(Given material)

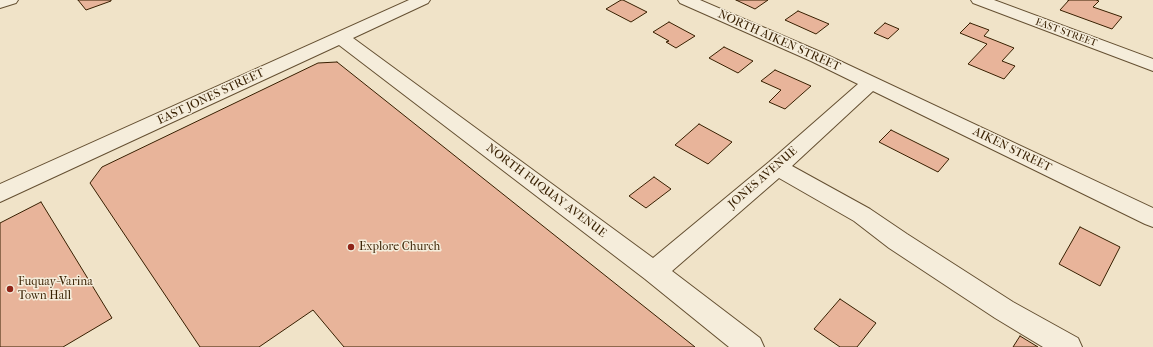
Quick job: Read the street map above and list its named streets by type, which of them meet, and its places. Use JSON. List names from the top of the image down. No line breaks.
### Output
{"streets":{"street":["EAST STREET","NORTH AIKEN STREET","EAST JONES STREET","AIKEN STREET","JONES AVENUE","NORTH FUQUAY AVENUE"]},"crossings":[["NORTH AIKEN STREET","AIKEN STREET"],["NORTH AIKEN STREET","JONES AVENUE"],["EAST JONES STREET","NORTH FUQUAY AVENUE"],["AIKEN STREET","JONES AVENUE"],["JONES AVENUE","NORTH FUQUAY AVENUE"]],"places":["Explore Church","Fuquay-Varina Town Hall"]}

(End Given material)

**What to do**
Repeat the listing exactly, minus its pictures.

**Problem solution**
Quick job: Read the street map above and list its named streets by type, which of them meet, and its places. Use JSON. List names from the top of the image down. No line breaks.
### Output
{"streets":{"street":["EAST STREET","NORTH AIKEN STREET","EAST JONES STREET","AIKEN STREET","JONES AVENUE","NORTH FUQUAY AVENUE"]},"crossings":[["NORTH AIKEN STREET","AIKEN STREET"],["NORTH AIKEN STREET","JONES AVENUE"],["EAST JONES STREET","NORTH FUQUAY AVENUE"],["AIKEN STREET","JONES AVENUE"],["JONES AVENUE","NORTH FUQUAY AVENUE"]],"places":["Explore Church","Fuquay-Varina Town Hall"]}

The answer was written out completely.